• _WORK INSTRUCTIONS_
Among the lines below, how many have the string "fill" in them? Only the number is wanted.

• _DATA RECORDS_
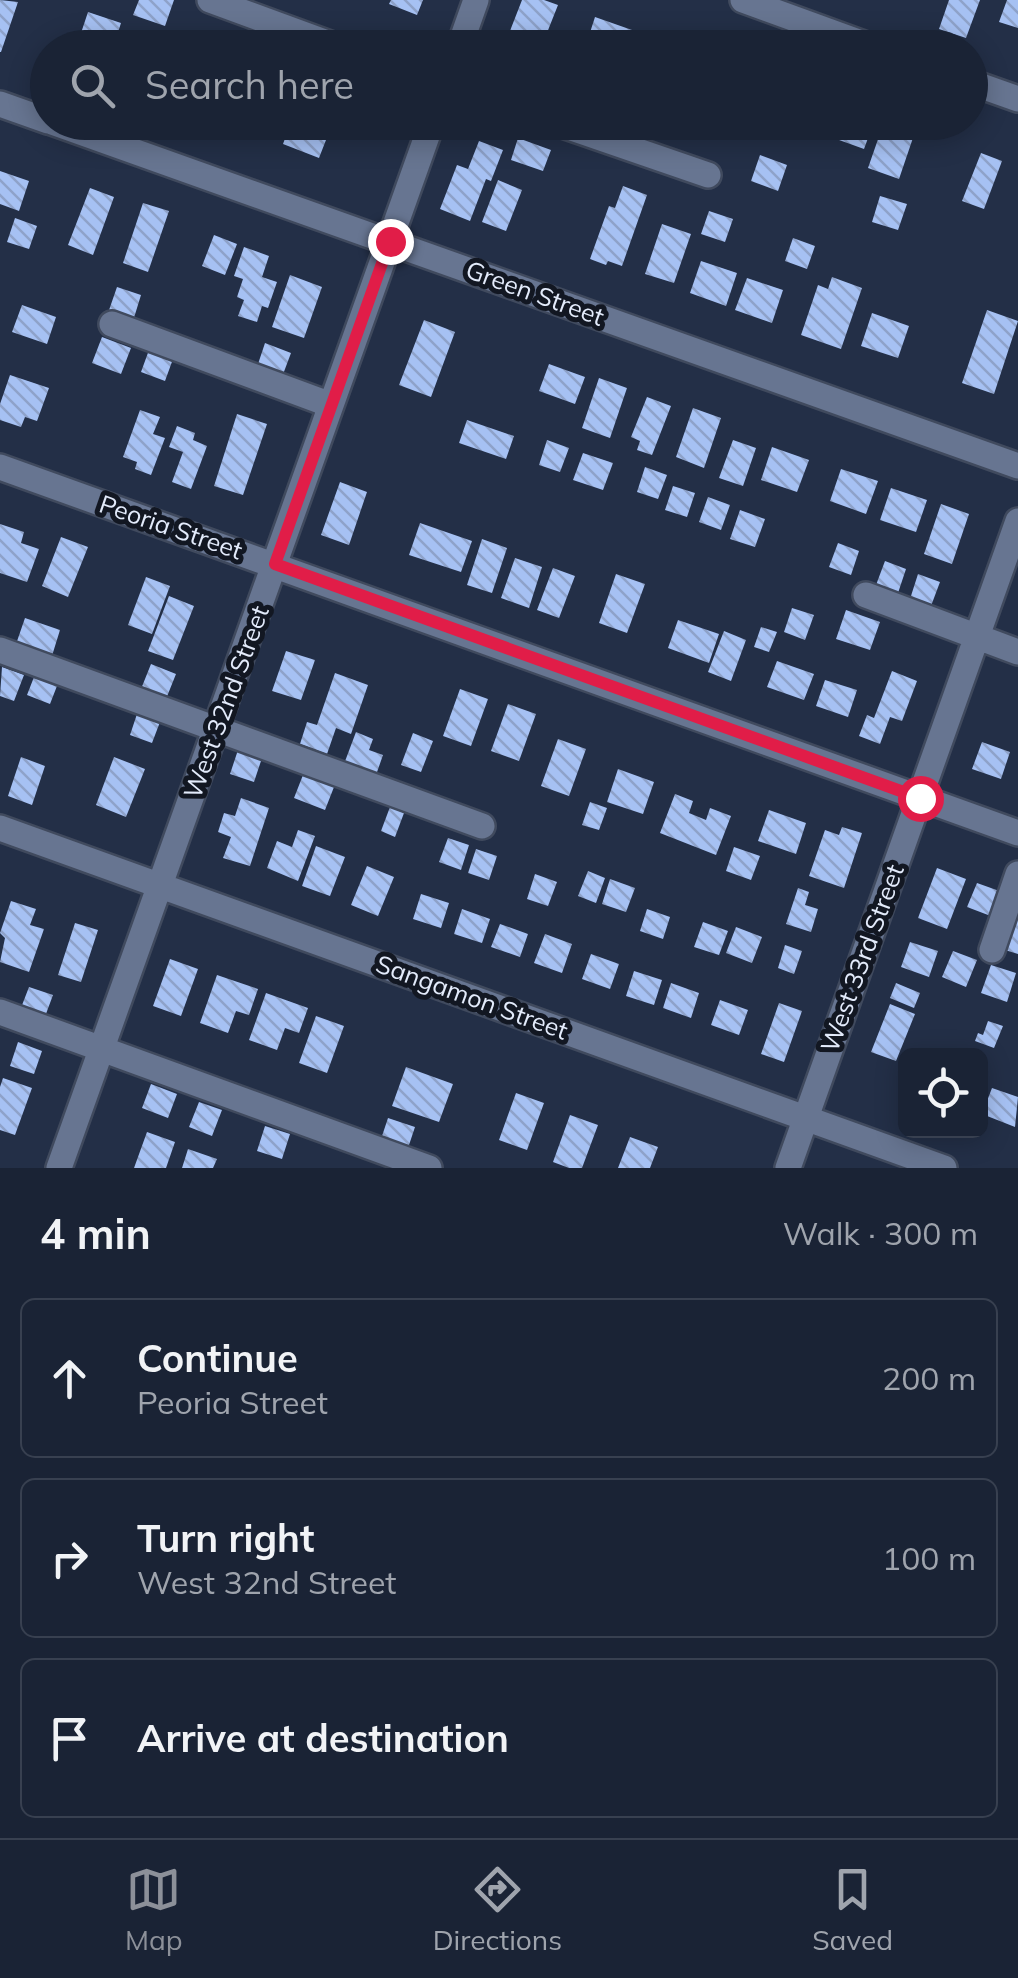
<!DOCTYPE html>
<html lang="en">
<head>
<meta charset="utf-8">
<style>
	:root { --surface:#1a2335; --page:#272f41; --text:#f1f3f6; --muted:#9fa4ad; --line:#384050; --accent:#8c9099 }
	body { margin:0; font-family:Mulish,sans-serif; background:var(--page); color:var(--text) }
	.controls { position:absolute; right:30px; bottom:30px; display:grid; overflow:hidden; border-radius:15px; box-shadow:0 5px 25px #0003 }
	.controls button { width:90px; height:90px; display:grid; place-items:center; padding:0; border:0; border-bottom:2px solid var(--line); background:var(--surface); color:var(--text); font:50px sans-serif }
	.stop { position:absolute; width:30px; height:30px; margin:-22px; border:8px solid #e11d48; border-radius:50%; background:#fff }
	.stop.end { background:#e11d48; border-color:#fff; box-shadow:0 2px 10px #0008 }
	.list { margin:0; padding:0; list-style:none }
	h2 { display:flex; justify-content:space-between; align-items:center; height:130px; margin:0; padding:0 40px; font-size:42px }
	h2 small { font-size:32px; font-weight:400; color:var(--muted) }
	.list li { display:grid; grid-template-columns:65px 1fr auto; gap:30px; align-items:center; box-sizing:border-box; height:160px; margin:0 20px 20px; padding:0 20px; border:2px solid var(--line); border-radius:15px }
	.list b { display:block; font-size:38px; white-space:nowrap }
	.list p { margin:0; font-size:32px; white-space:nowrap; color:var(--muted) }
	.list em { font-size:32px; font-style:normal; color:var(--muted) }
	.icon { flex:none; width:55px; height:55px; fill:none; stroke:currentColor; stroke-width:2; stroke-linecap:round; stroke-linejoin:round }
	.map { position:relative; flex:none; width:1018px; height:1168px; overflow:hidden }
	.search { position:absolute; background:var(--surface); box-shadow:0 5px 25px #0003; left:30px; right:30px; top:30px; height:110px; display:flex; align-items:center; gap:25px; box-sizing:border-box; padding:0 35px; border-radius:55px; color:var(--muted); font-size:38px }
	.sheet { height:670px; background:var(--surface) }
	nav { display:flex; justify-content:space-around; align-items:center; box-sizing:border-box; height:140px; border-top:2px solid var(--line); background:var(--surface); font-size:28px; color:var(--muted) }
	nav a { display:grid; justify-items:center; gap:5px }
	nav .on { color:var(--accent) }
	.map>svg:first-child { display:block }
</style>
</head>
<body>
<div class="map">
<svg width="1018" height="1168" viewBox="0 0 1018 1168">
	<defs>
		<pattern id="building-back-hatch" width="6" height="6" patternUnits="userSpaceOnUse" patternTransform="scale(2.5)"><rect width="6" height="6" fill="#a6c1f3"/><path d="M-1 5l2 2M0 0l6 6M5-1l2 2" fill="none" stroke="#8ea2c9"/></pattern>
	</defs>
	<rect width="100%" height="100%" fill="#232f47"/>
	<path fill="url(#building-back-hatch)" d="M0,0L18,2L1,52H0Z
		M139,0H174L165,26L133,15Z
		M391,0H423L417,15L389,4Z
		M522,0H544L558,5L541,48H523L506,41Z
		M949,0H980L966,38L939,29Z
		M1007,0H1018V28L999,22Z
		M88,12L121,23L113,48H76Z
		M595,17L632,30L626,48H585Z
		M646,33L686,47V48H641Z
		M291,122H333L319,158L283,144Z
		M833,122H874L864,149L828,136Z
		M884,122L915,132L899,179L868,168Z
		M518,138L551,150L543,171L511,160Z
		M479,141L503,150L491,181L486,179L470,221L440,209L457,165L468,169Z
		M981,153L1002,161L984,209L962,201Z
		M760,155L787,165L778,191L751,181Z
		M0,171L29,181L19,211L0,204Z
		M498,180L522,190L506,231L482,222Z
		M623,186L647,195L622,266L608,261L606,265L590,259L609,206L615,208Z
		M90,188L114,197L93,255L68,245Z
		M880,196L907,204L898,230L872,222Z
		M143,203L169,211L148,272L123,263Z
		M709,211L733,219L725,242L701,234Z
		M15,218L37,226L29,249L7,242Z
		M662,224L691,234L674,283L645,274Z
		M214,235L237,244L225,275L202,266Z
		M793,238L815,246L807,269L785,261Z
		M244,247L269,256L262,277L277,282L268,308L262,306L257,322L238,316L244,300L237,297L243,279L234,276Z
		M701,261L737,273L726,306L690,293Z
		M290,275L322,287L304,338L272,327Z
		M832,277L862,288L841,349L801,335L818,285L828,289Z
		M747,278L783,290L772,323L735,310Z
		M117,287L141,295L133,321L108,313Z
		M22,305L56,317L47,344L12,332Z
		M987,310L1018,321L994,394L962,383Z
		M872,313L909,326L898,358L861,346Z
		M424,320L455,332L431,397L399,385Z
		M102,337L131,348L121,374L92,363Z
		M265,343L291,353L282,377L257,367Z
		M149,350L173,359L165,381L141,372Z
		M549,364L585,377L575,404L539,391Z
		M10,375L49,388L37,421L25,417L21,427L0,420V404Z
		M599,378L627,388L610,438L582,428Z
		M647,397L671,406L652,455L637,450L640,441L631,437Z
		M693,408L721,418L704,468L676,457Z
		M140,410L160,417L153,434L165,438L151,475L135,469L137,462L123,457Z
		M237,414L267,424L243,495L214,486Z
		M467,420L514,436L506,459L459,443Z
		M177,426L195,433L193,440L207,446L191,489L172,482L183,452L169,447Z
		M547,440L569,448L560,472L539,465Z
		M733,440L756,448L743,486L719,478Z
		M772,447L809,460L797,492L761,480Z
		M583,453L613,463L603,490L573,480Z
		M645,467L667,475L658,499L637,492Z
		M841,469L878,481L866,514L830,501Z
		M340,482L367,492L349,545L321,535Z
		M673,486L695,493L687,517L665,510Z
		M891,488L927,500L916,532L880,520Z
		M708,497L730,505L721,530L699,522Z
		M941,504L969,514L952,564L924,554Z
		M740,510L765,519L755,547L730,539Z
		M420,523L472,541L461,572L409,555Z
		M0,524L24,532L21,543L39,549L27,582L0,573Z
		M61,537L88,547L68,597L42,586Z
		M482,539L507,548L492,593L467,585Z
		M838,543L859,551L851,575L829,567Z
		M515,558L542,567L529,608L501,598Z
		M885,561L906,569L898,593L876,585Z
		M553,568L575,576L559,618L537,610Z
		M616,574L645,584L627,633L599,623Z
		M918,574L940,582L931,606L910,599Z
		M146,577L170,586L152,634L128,625Z
		M169,596L194,606L173,660L148,651Z
		M792,608L814,615L805,640L784,632Z
		M846,610L880,622L870,650L836,639Z
		M25,618L60,630L51,659L15,647Z
		M678,620L719,634L709,663L668,648Z
		M761,627L777,632L769,652L754,647Z
		M724,631L746,640L731,681L708,672Z
		M286,651L315,660L301,700L272,691Z
		M777,661L814,674L804,700L767,687Z
		M151,664L176,674L166,699L141,689Z
		M2,667L24,675L14,701L0,696Z
		M892,671L917,681L902,721L890,717L880,744L859,736L867,715L874,718Z
		M335,673L368,685L351,734L336,728L327,754L300,744L307,722L317,725Z
		M34,677L57,686L50,704L27,695Z
		M825,680L857,690L848,717L816,706Z
		M460,689L488,699L471,746L443,736Z
		M508,704L536,714L519,761L491,751Z
		M137,714L160,722L152,743L130,735Z
		M356,732L373,739L369,750L383,755L376,775L344,764Z
		M413,733L433,741L421,772L401,765Z
		M558,739L586,749L569,796L541,786Z
		M982,742L1010,752L1001,779L972,769Z
		M238,750L262,758L254,782L230,774Z
		M21,757L45,766L32,805L8,796Z
		M114,757L145,769L126,817L96,805Z
		M618,769L654,782L643,814L607,802Z
		M303,775L334,787L325,810L294,798Z
		M675,794L693,801L689,813L706,820L710,808L731,816L716,855L660,833Z
		M241,798L269,808L250,866L223,858L231,837L218,832L224,813L235,816Z
		M590,802L607,808L599,830L582,825Z
		M390,807L404,813L395,837L381,831Z
		M769,810L806,823L796,854L758,841Z
		M842,827L862,833L844,888L809,876L825,830L839,835Z
		M298,830L315,836L298,881L267,868L277,841L292,847Z
		M448,838L469,845L461,870L439,862Z
		M316,846L345,857L330,896L302,886Z
		M734,847L760,856L751,880L726,871Z
		M476,849L497,856L489,880L468,873Z
		M367,866L394,877L378,916L351,905Z
		M937,868L966,879L947,929L918,918Z
		M588,871L605,878L596,903L578,896Z
		M535,874L557,882L548,906L527,899Z
		M610,879L635,888L626,912L602,904Z
		M977,883L1005,893L996,918L967,907Z
		M798,888L809,892L805,905L818,909L811,932L786,924Z
		M421,894L449,903L441,928L413,919Z
		M11,901L36,909L30,925L44,929L29,972L0,962L5,938L0,933Z
		M462,909L490,919L482,943L454,934Z
		M647,909L670,917L663,939L640,931Z
		M1018,914V954L1005,950Z
		M703,922L728,931L719,955L694,947Z
		M75,923L98,930L81,982L58,975Z
		M500,924L528,934L520,957L491,947Z
		M736,927L762,937L752,963L726,953Z
		M545,934L572,944L562,973L534,963Z
		M910,942L938,951L929,977L901,967Z
		M785,945L802,951L794,974L778,968Z
		M953,951L977,960L966,987L942,977Z
		M591,954L619,964L610,989L582,979Z
		M170,959L198,969L181,1016L153,1006Z
		M991,965L1016,973L1007,1002L981,993Z
		M634,971L662,980L654,1005L626,996Z
		M217,975L258,989L249,1015L236,1011L228,1033L200,1023Z
		M671,983L699,993L691,1018L663,1008Z
		M896,983L920,993L914,1008L890,998Z
		M29,987L53,995L43,1022L19,1013Z
		M266,993L308,1008L299,1033L285,1028L277,1050L249,1040Z
		M720,1000L748,1010L739,1035L711,1025Z
		M779,1003L802,1011L784,1062L761,1054Z
		M890,1004L915,1014L896,1061L871,1052Z
		M316,1016L344,1026L327,1073L299,1063Z
		M988,1021L1003,1026L994,1048L975,1041L978,1033L983,1035Z
		M18,1042L42,1051L34,1074L10,1066Z
		M406,1067L453,1084L439,1122L392,1106Z
		M3,1078L32,1088L15,1135L0,1130V1087Z
		M151,1084L177,1094L168,1118L142,1108Z
		M992,1088L1018,1097L1015,1127L982,1114Z
		M516,1093L544,1103L527,1150L499,1140Z
		M199,1102L222,1110L212,1136L189,1127Z
		M570,1115L598,1125L582,1168H569L553,1162Z
		M388,1118L415,1127L406,1154L379,1145Z
		M265,1126L290,1134L282,1159L257,1151Z
		M147,1132L175,1142L166,1168H134Z
		M630,1137L658,1147L650,1168H618Z
		M188,1149L217,1159L213,1168H182Z"/>
	<g fill="none" stroke-linecap="round" stroke-linejoin="round">
		<g stroke="#404a5e" stroke-width="30">
			<path id="minor" d="M210,0L341,48
				M743,0L875,48
				M459,48L476,0
				M970,82L1018,99
				M0,104L48,121
				M52,122L1018,466
				M554,122L708,175
				M112,324L331,405
				M0,467L1018,833
				M866,595L1018,652
				M0,650L482,826
				M0,828L944,1168
				M992,950L1018,874
				M0,1012L429,1168
				M59,1168L432,122
				M788,1168L1018,521"/>
		</g>
		<use href="#minor" stroke="#677591" stroke-width="25"/>
	</g>
	<g fill="none" stroke-linecap="round" stroke-linejoin="round">
		<path stroke="#e11d48" stroke-width="12" d="M390,241L275,564L920,798"/>
	</g>
	<g text-anchor="middle" stroke-width="10" stroke-linejoin="round" paint-order="stroke">
		<g font-size="25" fill="#e3ebfb" stroke="#121722">
			<text transform="translate(535 293) rotate(20)" y="9">Green Street</text>
			<text transform="translate(171 527) rotate(19)" y="9">Peoria Street</text>
			<text transform="translate(226 702) rotate(-70)" y="9">West 32nd Street</text>
			<text transform="translate(862 958) rotate(-70)" y="9">West 33rd Street</text>
			<text transform="translate(472 997) rotate(20)" y="9">Sangamon Street</text>
		</g>
	</g>
</svg>
<div class="controls">
<button><svg class="icon" aria-label="locate" viewBox="0 0 24 24"><circle cx="12" cy="12" r="6"/><path d="M12 2v4M12 18v4M2 12h4M18 12h4"/></svg></button>
</div>
<div class="stop" style="left:920px;top:798px"></div>
<div class="stop end" style="left:390px;top:241px"></div>
<div class="search"><svg class="icon" aria-label="search" viewBox="0 0 24 24"><circle cx="10" cy="10" r="6"/><path d="M15 15l6 6"/></svg>Search here</div>
</div>
<section class="sheet">
<h2>4 min<small>Walk · 300 m</small></h2>
<ul class="list">
<li><svg class="icon" aria-label="ahead" viewBox="0 0 24 24"><path d="M12 20V5M6 11l6-6 6 6"/></svg><div><b>Continue</b><p>Peoria Street</p></div><em>200 m</em></li>
<li><svg class="icon" aria-label="right" viewBox="0 0 24 24"><path d="M7 20v-9h11M14 6l5 5-5 5"/></svg><div><b>Turn right</b><p>West 32nd Street</p></div><em>100 m</em></li>
<li><svg class="icon" aria-label="arrive" viewBox="0 0 24 24"><path d="M6 21V4h12l-3 4 3 4H6"/></svg><div><b>Arrive at destination</b></div></li>
</ul>
</section>
<nav>
<a class="on"><svg class="icon" aria-label="map" viewBox="0 0 24 24"><path d="M3 6l6-2 6 2 6-2v14l-6 2-6-2-6 2zM9 4v14M15 6v14"/></svg>Map</a>
<a><svg class="icon" aria-label="directions" viewBox="0 0 24 24"><path d="M12 3l9 9-9 9-9-9zM9 14v-3h6M13 9l2 2-2 2"/></svg>Directions</a>
<a><svg class="icon" aria-label="saved" viewBox="0 0 24 24"><path d="M7 4h10v16l-5-4-5 4z"/></svg>Saved</a>
</nav>
</body>
</html>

• _TASK RESULT_
7